• Exercise prompt
Select from the records below every line that has the word "river" in it.

+--

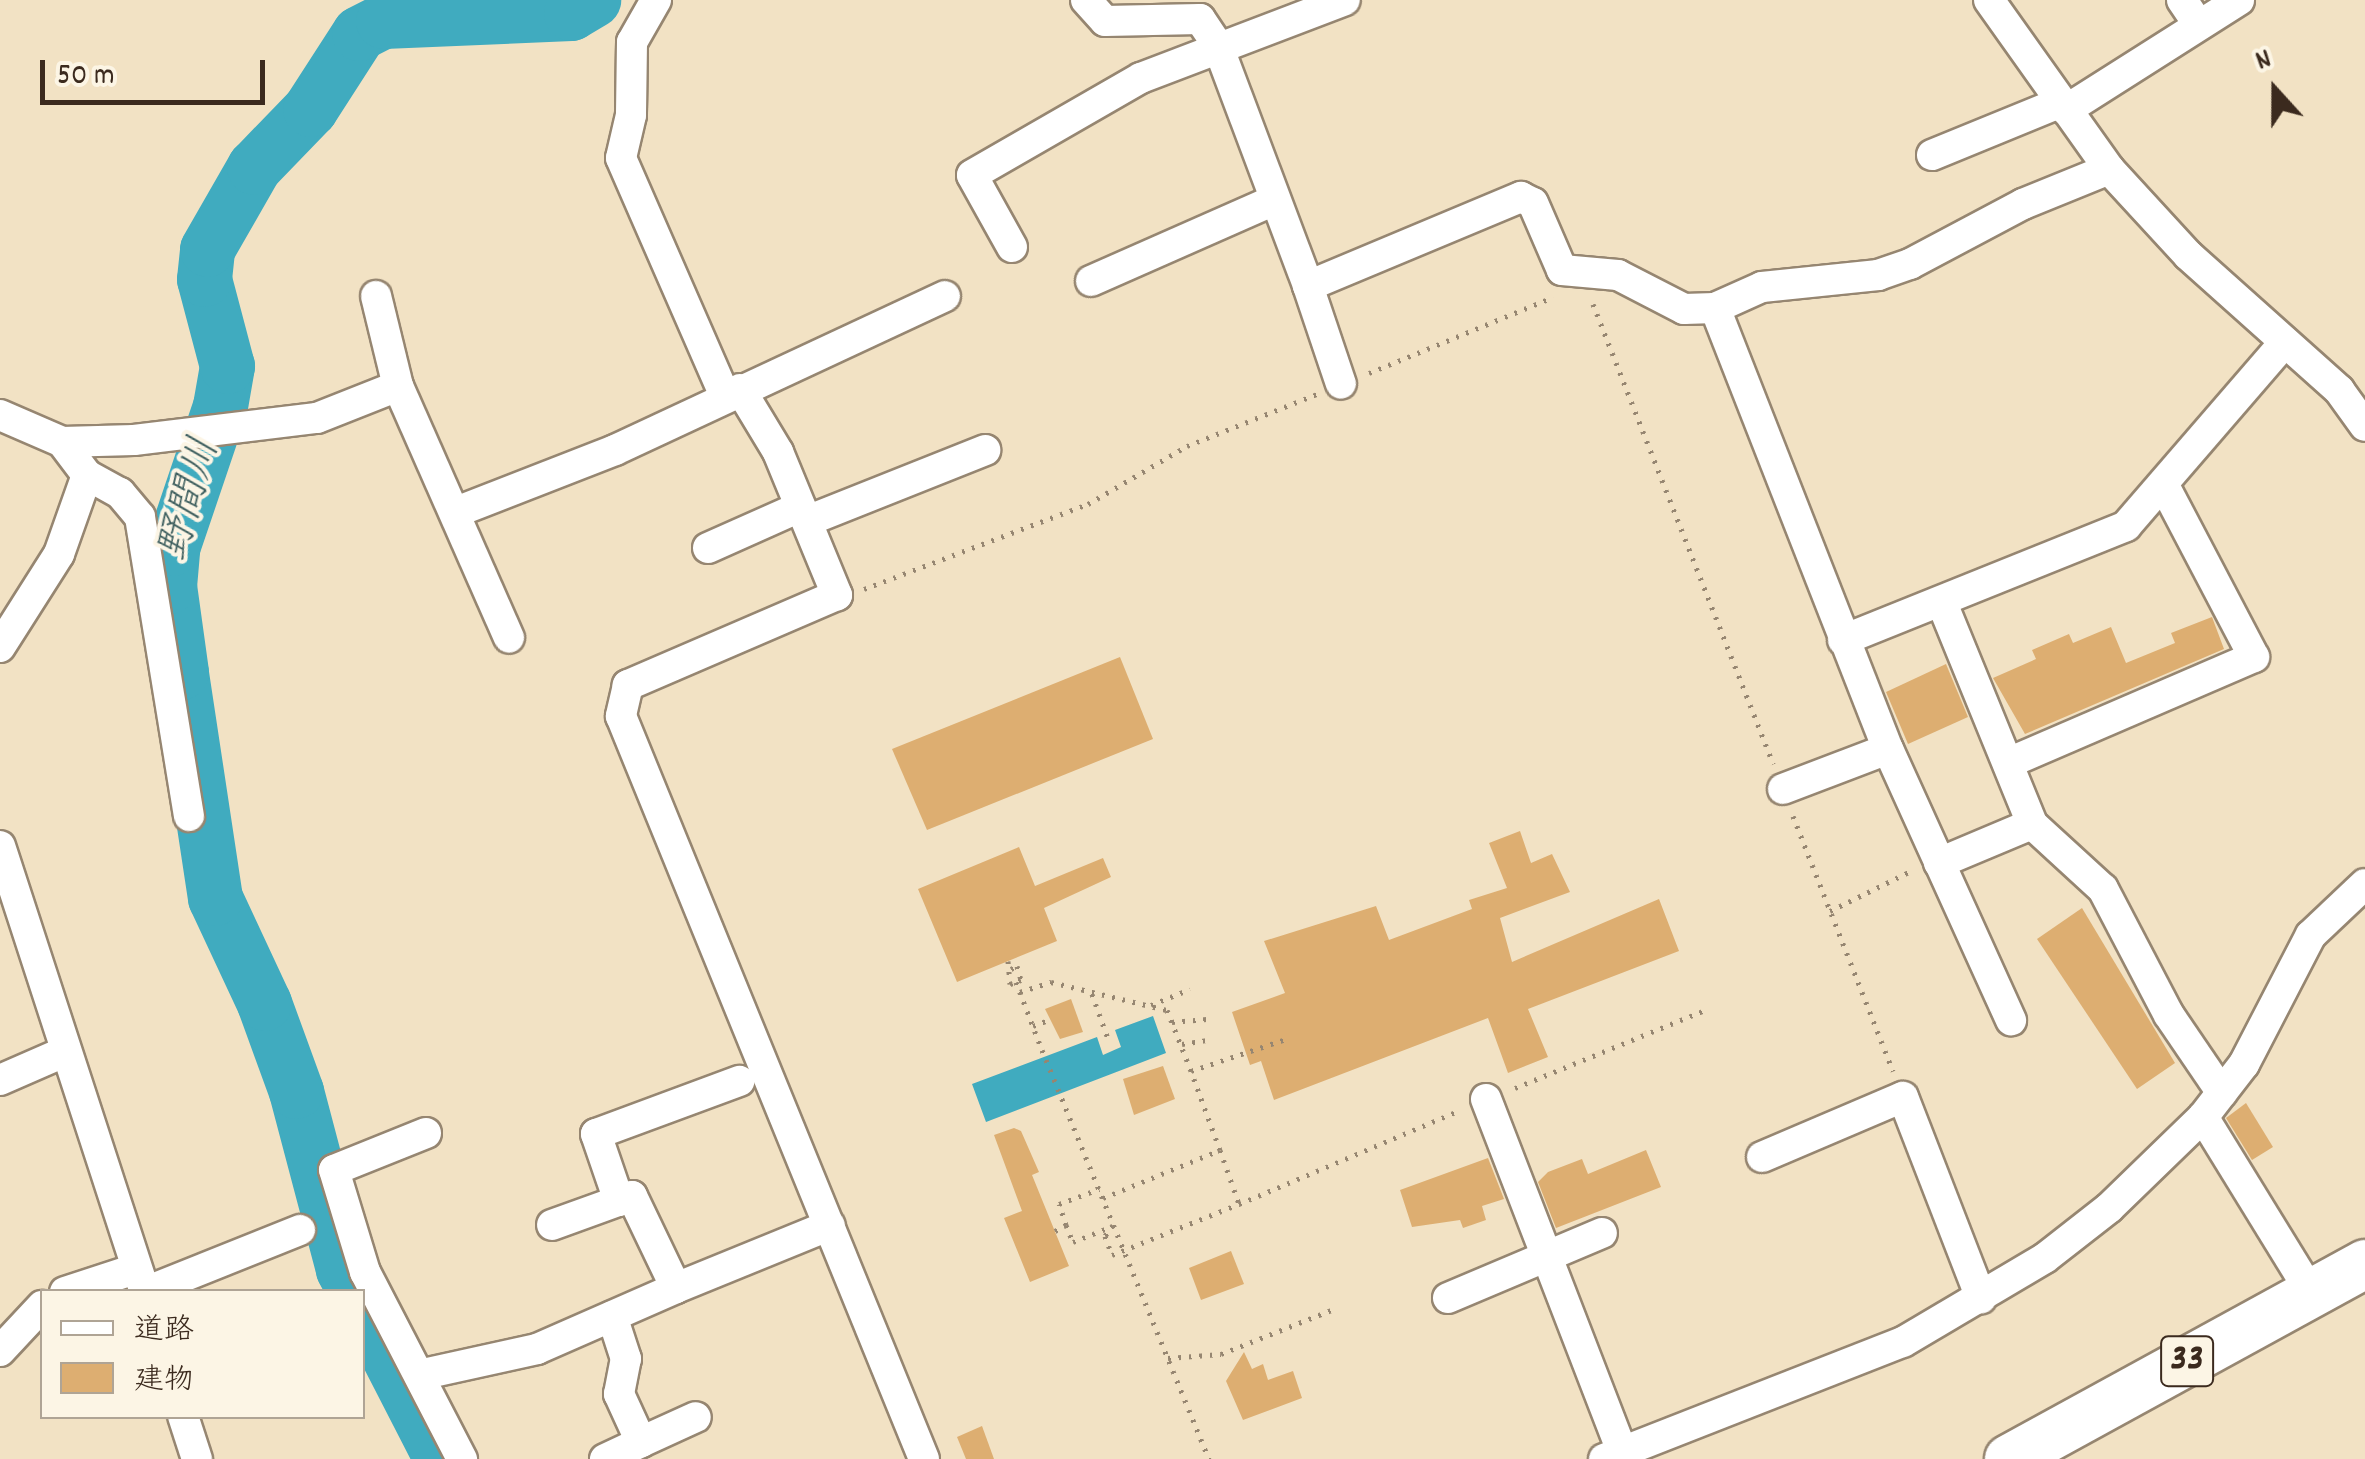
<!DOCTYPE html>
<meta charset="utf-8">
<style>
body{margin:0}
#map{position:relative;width:2365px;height:1459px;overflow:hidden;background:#f2e2c4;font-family:Dekko,"Klee One",sans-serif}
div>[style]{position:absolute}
.water>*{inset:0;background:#40abbf}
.river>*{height:55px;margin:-27.5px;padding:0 27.5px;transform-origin:27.5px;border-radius:27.5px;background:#40abbf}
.building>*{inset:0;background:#ddae71}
.path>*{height:5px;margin-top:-2.5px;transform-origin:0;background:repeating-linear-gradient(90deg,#968671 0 2.5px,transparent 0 10.5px)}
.roads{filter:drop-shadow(2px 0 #968671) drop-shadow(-2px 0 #968671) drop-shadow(0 2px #968671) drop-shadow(0 -2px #968671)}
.street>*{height:30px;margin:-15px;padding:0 15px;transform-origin:15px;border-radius:15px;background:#fff}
.primary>*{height:48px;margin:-24px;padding:0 24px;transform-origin:24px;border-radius:24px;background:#fff}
span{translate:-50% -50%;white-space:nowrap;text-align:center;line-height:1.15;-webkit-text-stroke:8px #fcf5e5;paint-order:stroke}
.shield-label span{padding:2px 8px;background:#fcf5e5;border:2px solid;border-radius:8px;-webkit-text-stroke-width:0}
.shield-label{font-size:38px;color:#3b2a1e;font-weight:700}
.water-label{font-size:42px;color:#3d5e5e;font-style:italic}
.legend{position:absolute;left:40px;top:1289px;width:325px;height:130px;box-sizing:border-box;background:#fcf5e5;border:2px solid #afa495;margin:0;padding:12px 18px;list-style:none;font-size:30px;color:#3b2a1e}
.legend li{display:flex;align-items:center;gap:20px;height:50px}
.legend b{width:50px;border:2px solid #afa495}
.north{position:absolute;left:2225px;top:40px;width:100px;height:100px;-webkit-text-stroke:8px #fcf5e5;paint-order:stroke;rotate:339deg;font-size:28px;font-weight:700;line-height:40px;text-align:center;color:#3b2a1e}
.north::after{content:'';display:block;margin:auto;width:35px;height:45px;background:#3b2a1e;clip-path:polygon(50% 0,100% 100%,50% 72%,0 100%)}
.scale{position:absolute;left:40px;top:60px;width:225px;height:45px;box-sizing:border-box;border:5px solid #3b2a1e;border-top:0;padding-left:12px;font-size:30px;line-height:35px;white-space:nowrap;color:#3b2a1e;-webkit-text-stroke:8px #fcf5e5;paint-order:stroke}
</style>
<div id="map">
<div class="water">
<div style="clip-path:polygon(1153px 1016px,1166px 1053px,986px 1122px,972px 1084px,1097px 1037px,1103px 1055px,1121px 1047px,1115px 1030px)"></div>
</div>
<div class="river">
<div style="left:355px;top:1292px;width:26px;rotate:-118deg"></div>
<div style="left:343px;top:1269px;width:184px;rotate:-104.8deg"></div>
<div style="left:296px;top:1091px;width:94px;rotate:-110deg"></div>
<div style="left:264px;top:1003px;width:116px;rotate:-115deg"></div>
<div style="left:215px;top:898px;width:229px;rotate:-98.6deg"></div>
<div style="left:181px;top:672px;width:87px;rotate:-97.9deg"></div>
<div style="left:169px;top:586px;width:38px;rotate:-85deg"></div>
<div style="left:172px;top:548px;width:150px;rotate:-71.3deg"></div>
<div style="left:220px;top:406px;width:41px;rotate:-80.1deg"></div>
<div style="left:227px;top:366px;width:90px;rotate:-104.8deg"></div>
<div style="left:204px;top:279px;width:30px;rotate:-84deg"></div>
<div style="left:207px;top:249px;width:95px;rotate:-60.2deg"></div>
<div style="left:254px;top:167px;width:81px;rotate:-46deg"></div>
<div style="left:310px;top:109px;width:90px;rotate:-57.2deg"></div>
<div style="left:359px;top:33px;width:27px;rotate:-27deg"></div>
<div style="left:383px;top:21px;width:188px;rotate:-2.4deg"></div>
<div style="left:571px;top:13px;width:26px;rotate:-31deg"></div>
<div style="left:362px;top:1305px;width:173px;rotate:62.8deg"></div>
</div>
<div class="building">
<div style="clip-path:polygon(2212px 617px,2224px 649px,2025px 734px,1993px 678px,2036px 659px,2032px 650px,2069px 634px,2073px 643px,2111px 627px,2126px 663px,2175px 643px,2171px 633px)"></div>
<div style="clip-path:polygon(1120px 657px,1153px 739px,927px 830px,892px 749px)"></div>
<div style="clip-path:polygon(1946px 664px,1968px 717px,1908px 744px,1886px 692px)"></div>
<div style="clip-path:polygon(1520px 831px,1531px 863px,1552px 854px,1570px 892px,1500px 918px,1512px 962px,1659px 899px,1679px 951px,1528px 1009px,1548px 1057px,1508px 1073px,1488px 1018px,1274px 1100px,1261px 1061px,1250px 1065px,1232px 1012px,1285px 993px,1264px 941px,1376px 906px,1389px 940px,1472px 909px,1469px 900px,1507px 888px,1489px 843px)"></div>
<div style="clip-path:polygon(1019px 847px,1035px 886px,1103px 858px,1111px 877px,1044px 908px,1057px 941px,957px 982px,918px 889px)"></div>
<div style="clip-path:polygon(2082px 908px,2175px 1063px,2137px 1089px,2037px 939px)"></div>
<div style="clip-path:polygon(1071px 999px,1083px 1032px,1060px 1039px,1045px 1009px)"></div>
<div style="clip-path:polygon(1163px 1066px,1175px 1099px,1134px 1115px,1123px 1079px)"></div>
<div style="clip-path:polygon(2246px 1103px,2273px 1147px,2252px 1160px,2226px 1118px)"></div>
<div style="clip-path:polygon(1014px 1128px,1021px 1131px,1039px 1172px,1032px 1175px,1069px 1266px,1030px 1282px,1004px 1218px,1022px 1211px,994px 1135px)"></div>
<div style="clip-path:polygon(1646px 1150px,1661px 1187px,1556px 1228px,1538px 1182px,1548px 1172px,1582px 1159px,1588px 1174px)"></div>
<div style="clip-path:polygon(1488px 1158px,1504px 1199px,1482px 1206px,1486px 1220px,1463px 1228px,1460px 1220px,1412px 1227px,1400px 1190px)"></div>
<div style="clip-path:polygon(1231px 1251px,1244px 1284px,1201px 1300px,1189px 1268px)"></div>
<div style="clip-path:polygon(1244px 1352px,1252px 1369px,1263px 1364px,1268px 1380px,1293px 1371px,1302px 1398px,1243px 1420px,1226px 1381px)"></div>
<div style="clip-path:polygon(982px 1426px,994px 1459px,966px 1459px,957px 1437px)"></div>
</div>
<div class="path">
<div style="left:1593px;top:304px;width:494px;rotate:68.6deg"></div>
<div style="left:1369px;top:373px;width:199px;rotate:-22.4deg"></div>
<div style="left:864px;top:589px;width:240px;rotate:-20.8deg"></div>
<div style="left:1088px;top:504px;width:115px;rotate:-30.4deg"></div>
<div style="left:1187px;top:446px;width:140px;rotate:-21.8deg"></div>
<div style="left:1793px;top:816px;width:274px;rotate:68.6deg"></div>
<div style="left:1830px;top:911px;width:93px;rotate:-26.3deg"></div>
<div style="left:1008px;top:961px;width:23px;rotate:85deg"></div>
<div style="left:1010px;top:984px;width:6px;rotate:-18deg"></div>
<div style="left:1011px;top:969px;width:7px;rotate:-27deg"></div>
<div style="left:1017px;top:966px;width:15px;rotate:74deg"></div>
<div style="left:1021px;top:980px;width:5px;rotate:158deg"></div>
<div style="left:1016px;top:982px;width:73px;rotate:69.1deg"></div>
<div style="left:1042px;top:1050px;width:442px;rotate:67.8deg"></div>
<div style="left:1020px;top:992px;width:33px;rotate:-18deg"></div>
<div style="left:1051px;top:982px;width:119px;rotate:13.6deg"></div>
<div style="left:1167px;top:1010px;width:66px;rotate:68.5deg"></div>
<div style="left:1092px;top:994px;width:45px;rotate:70.3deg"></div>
<div style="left:1151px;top:1005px;width:42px;rotate:-22.3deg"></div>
<div style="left:1172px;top:1022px;width:35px;rotate:-5deg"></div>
<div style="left:1033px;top:1026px;width:17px;rotate:-21deg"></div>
<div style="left:1182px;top:1044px;width:31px;rotate:-9deg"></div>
<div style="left:1515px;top:1088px;width:205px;rotate:-22.3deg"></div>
<div style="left:1220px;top:1150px;width:84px;rotate:-110.2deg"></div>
<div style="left:1191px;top:1071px;width:100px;rotate:-18.6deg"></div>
<div style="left:1103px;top:1198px;width:126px;rotate:-22.3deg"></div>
<div style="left:1220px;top:1150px;width:57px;rotate:70.6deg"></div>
<div style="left:1239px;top:1204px;width:238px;rotate:-23deg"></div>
<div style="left:1066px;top:1225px;width:22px;rotate:-108deg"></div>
<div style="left:1059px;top:1204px;width:43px;rotate:-20.6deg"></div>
<div style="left:1113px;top:1225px;width:14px;rotate:126deg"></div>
<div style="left:1105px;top:1236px;width:20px;rotate:70deg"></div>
<div style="left:1112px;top:1255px;width:137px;rotate:-21.9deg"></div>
<div style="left:1055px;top:1231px;width:13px;rotate:-29deg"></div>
<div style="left:1066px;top:1225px;width:18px;rotate:68deg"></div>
<div style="left:1073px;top:1242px;width:40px;rotate:-22deg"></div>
<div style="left:1168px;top:1358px;width:53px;rotate:-4.3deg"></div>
<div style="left:1221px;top:1354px;width:122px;rotate:-21.7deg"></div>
</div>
<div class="roads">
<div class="street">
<div style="left:656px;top:0;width:48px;rotate:119.7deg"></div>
<div style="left:632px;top:42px;width:73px;rotate:90.8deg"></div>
<div style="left:631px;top:115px;width:44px;rotate:103.1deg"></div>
<div style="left:621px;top:158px;width:257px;rotate:66.4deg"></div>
<div style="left:1086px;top:0;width:28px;rotate:48deg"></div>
<div style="left:1105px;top:21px;width:95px;rotate:-1.2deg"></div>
<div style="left:1200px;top:19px;width:32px;rotate:56deg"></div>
<div style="left:1218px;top:46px;width:256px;rotate:69.4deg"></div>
<div style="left:1308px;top:286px;width:231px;rotate:-22.7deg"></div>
<div style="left:1521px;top:197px;width:13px;rotate:27deg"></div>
<div style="left:1533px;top:203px;width:73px;rotate:66.6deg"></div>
<div style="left:1562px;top:270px;width:56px;rotate:5.1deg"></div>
<div style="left:1618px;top:275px;width:74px;rotate:27.3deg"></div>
<div style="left:1684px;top:309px;width:31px;rotate:-2deg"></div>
<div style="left:1715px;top:308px;width:51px;rotate:-24.1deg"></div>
<div style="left:1762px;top:287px;width:117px;rotate:-5.9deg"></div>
<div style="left:1878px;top:275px;width:34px;rotate:-19deg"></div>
<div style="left:1910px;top:264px;width:128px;rotate:-28deg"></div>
<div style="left:2023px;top:204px;width:93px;rotate:-22.1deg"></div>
<div style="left:1989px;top:0;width:207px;rotate:54.6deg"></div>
<div style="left:2109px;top:169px;width:117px;rotate:47.4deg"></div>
<div style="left:2188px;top:255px;width:203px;rotate:41.8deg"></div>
<div style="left:2339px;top:390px;width:44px;rotate:54.2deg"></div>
<div style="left:2182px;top:0;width:30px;rotate:56deg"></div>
<div style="left:2066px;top:110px;width:205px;rotate:-32.4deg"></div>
<div style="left:1932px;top:155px;width:139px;rotate:-22.3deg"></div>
<div style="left:1012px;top:247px;width:82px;rotate:-119.1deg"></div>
<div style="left:972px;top:175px;width:195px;rotate:-29.9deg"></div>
<div style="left:1141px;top:78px;width:218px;rotate:-20.9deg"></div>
<div style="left:1091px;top:281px;width:201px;rotate:-23.8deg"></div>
<div style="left:1308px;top:286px;width:103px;rotate:71.4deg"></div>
<div style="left:376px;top:296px;width:93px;rotate:76.3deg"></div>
<div style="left:398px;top:386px;width:275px;rotate:66.2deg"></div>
<div style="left:1715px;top:308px;width:474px;rotate:68.6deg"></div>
<div style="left:1888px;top:749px;width:298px;rotate:65.6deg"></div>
<div style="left:740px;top:389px;width:74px;rotate:58.9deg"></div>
<div style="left:778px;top:452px;width:155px;rotate:67.6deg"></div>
<div style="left:837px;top:595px;width:228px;rotate:156.7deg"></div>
<div style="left:628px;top:685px;width:32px;rotate:103deg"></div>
<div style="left:621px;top:716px;width:802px;rotate:67.81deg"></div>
<div style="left:0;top:415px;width:68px;rotate:23.5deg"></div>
<div style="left:62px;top:442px;width:72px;rotate:-1.6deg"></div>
<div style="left:134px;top:440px;width:184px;rotate:-6.9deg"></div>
<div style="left:317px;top:418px;width:87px;rotate:-21.6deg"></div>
<div style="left:62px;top:442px;width:41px;rotate:52.9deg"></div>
<div style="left:87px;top:475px;width:38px;rotate:29deg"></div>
<div style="left:120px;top:493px;width:31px;rotate:50deg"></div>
<div style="left:140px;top:517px;width:303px;rotate:80.7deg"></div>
<div style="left:456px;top:512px;width:171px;rotate:-21.3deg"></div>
<div style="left:615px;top:450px;width:364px;rotate:-25deg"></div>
<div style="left:807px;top:521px;width:192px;rotate:-21.7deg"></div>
<div style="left:708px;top:548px;width:101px;rotate:-24deg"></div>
<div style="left:1942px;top:603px;width:239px;rotate:67.8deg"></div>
<div style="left:2032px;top:824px;width:96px;rotate:42.5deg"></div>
<div style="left:2103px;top:889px;width:142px;rotate:62.4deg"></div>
<div style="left:2169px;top:1015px;width:94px;rotate:55.8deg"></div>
<div style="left:1843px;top:640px;width:305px;rotate:-21.9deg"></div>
<div style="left:2126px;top:526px;width:243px;rotate:-49.2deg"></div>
<div style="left:0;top:647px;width:110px;rotate:-57.6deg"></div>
<div style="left:59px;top:554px;width:84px;rotate:-70.5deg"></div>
<div style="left:2008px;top:763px;width:268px;rotate:-23.3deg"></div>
<div style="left:2254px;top:657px;width:195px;rotate:-117.7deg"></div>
<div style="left:1783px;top:789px;width:112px;rotate:-20.9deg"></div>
<div style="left:0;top:846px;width:469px;rotate:72deg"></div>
<div style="left:1939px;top:863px;width:101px;rotate:-22.8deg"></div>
<div style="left:0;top:1080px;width:70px;rotate:-23.6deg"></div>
<div style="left:1486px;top:1099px;width:378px;rotate:68.9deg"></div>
<div style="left:2203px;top:1117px;width:208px;rotate:58.4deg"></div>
<div style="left:426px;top:1133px;width:99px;rotate:158.1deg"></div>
<div style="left:334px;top:1170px;width:107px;rotate:73.1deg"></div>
<div style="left:365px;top:1272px;width:211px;rotate:62.6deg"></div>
<div style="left:1762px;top:1157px;width:153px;rotate:-23.1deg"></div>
<div style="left:1903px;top:1097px;width:216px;rotate:68.8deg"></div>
<div style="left:619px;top:1201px;width:71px;rotate:-108.9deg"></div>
<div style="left:596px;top:1134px;width:153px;rotate:-20.3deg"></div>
<div style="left:676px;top:1288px;width:166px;rotate:-22.2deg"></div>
<div style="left:65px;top:1292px;width:74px;rotate:-18.2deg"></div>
<div style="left:145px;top:1292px;width:167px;rotate:-21.8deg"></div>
<div style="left:1448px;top:1298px;width:167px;rotate:-22.9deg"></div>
<div style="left:0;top:1351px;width:62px;rotate:-47deg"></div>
<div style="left:419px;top:1375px;width:121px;rotate:-12.4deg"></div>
<div style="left:537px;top:1349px;width:152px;rotate:-23.7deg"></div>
<div style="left:676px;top:1288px;width:102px;rotate:-115.6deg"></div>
<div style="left:632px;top:1196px;width:85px;rotate:160.1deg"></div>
<div style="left:183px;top:1416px;width:45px;rotate:72deg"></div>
<div style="left:641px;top:1442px;width:60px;rotate:-24.4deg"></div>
<div style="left:605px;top:1459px;width:40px;rotate:-25deg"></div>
<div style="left:641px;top:1442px;width:53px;rotate:-114.6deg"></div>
<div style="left:619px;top:1394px;width:36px;rotate:-79deg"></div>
<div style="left:626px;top:1359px;width:45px;rotate:-108deg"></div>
<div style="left:1604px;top:1459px;width:321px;rotate:-21.4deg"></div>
<div style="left:1903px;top:1342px;width:165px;rotate:-30.6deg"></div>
<div style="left:2045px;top:1258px;width:81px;rotate:-38deg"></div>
<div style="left:2109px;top:1208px;width:131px;rotate:-44.1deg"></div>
<div style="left:2203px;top:1117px;width:67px;rotate:-52.3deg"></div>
<div style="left:2244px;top:1064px;width:145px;rotate:-62.6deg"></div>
<div style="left:2311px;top:935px;width:74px;rotate:-43.4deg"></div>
</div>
<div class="primary">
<div style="left:2009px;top:1459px;width:406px;rotate:-28.7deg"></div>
</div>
</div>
<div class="shield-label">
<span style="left:2187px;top:1361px">33</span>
</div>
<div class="water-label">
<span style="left:192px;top:500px;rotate:-74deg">野間川</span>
</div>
<ul class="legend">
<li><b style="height:12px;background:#fff"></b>道路</li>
<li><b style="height:28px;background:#ddae71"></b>建物</li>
</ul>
<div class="north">N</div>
<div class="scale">50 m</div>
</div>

+--

• Your solution
.river>*{height:55px;margin:-27.5px;padding:0 27.5px;transform-origin:27.5px;border-radius:27.5px;background:#40abbf}
<div class="river">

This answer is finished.